» **DATA PROVIDED**
--- START ---
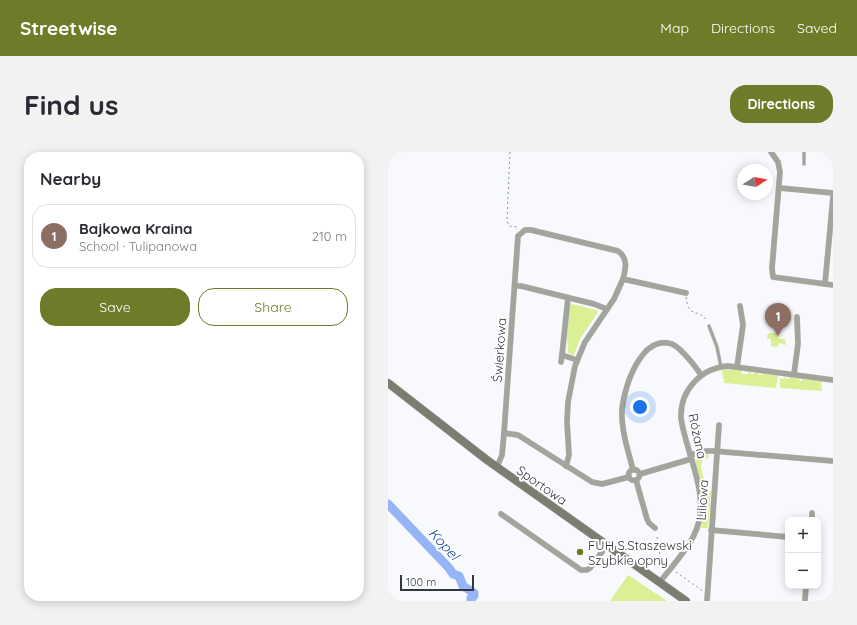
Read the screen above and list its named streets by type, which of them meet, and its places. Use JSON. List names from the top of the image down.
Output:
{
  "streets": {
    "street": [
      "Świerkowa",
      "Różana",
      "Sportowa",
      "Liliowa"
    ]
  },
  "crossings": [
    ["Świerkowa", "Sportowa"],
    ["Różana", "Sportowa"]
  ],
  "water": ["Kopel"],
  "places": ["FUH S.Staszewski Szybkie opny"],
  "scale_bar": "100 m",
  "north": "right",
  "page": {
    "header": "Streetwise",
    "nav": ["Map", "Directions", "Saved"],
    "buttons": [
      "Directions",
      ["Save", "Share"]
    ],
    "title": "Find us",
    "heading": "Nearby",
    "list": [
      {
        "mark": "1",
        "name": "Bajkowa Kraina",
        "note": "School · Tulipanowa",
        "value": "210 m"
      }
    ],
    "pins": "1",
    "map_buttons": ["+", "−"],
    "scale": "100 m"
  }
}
--- END ---
» **EXERCISE REQUIREMENTS**
Before you print the records, please set aside any pictures and keep everything else exact.

» **SOLUTION TO THIS EXERCISE**
Read the screen above and list its named streets by type, which of them meet, and its places. Use JSON. List names from the top of the image down.
Output:
{
  "streets": {
    "street": [
      "Świerkowa",
      "Różana",
      "Sportowa",
      "Liliowa"
    ]
  },
  "crossings": [
    ["Świerkowa", "Sportowa"],
    ["Różana", "Sportowa"]
  ],
  "water": ["Kopel"],
  "places": ["FUH S.Staszewski Szybkie opny"],
  "scale_bar": "100 m",
  "north": "right",
  "page": {
    "header": "Streetwise",
    "nav": ["Map", "Directions", "Saved"],
    "buttons": [
      "Directions",
      ["Save", "Share"]
    ],
    "title": "Find us",
    "heading": "Nearby",
    "list": [
      {
        "mark": "1",
        "name": "Bajkowa Kraina",
        "note": "School · Tulipanowa",
        "value": "210 m"
      }
    ],
    "pins": "1",
    "map_buttons": ["+", "−"],
    "scale": "100 m"
  }
}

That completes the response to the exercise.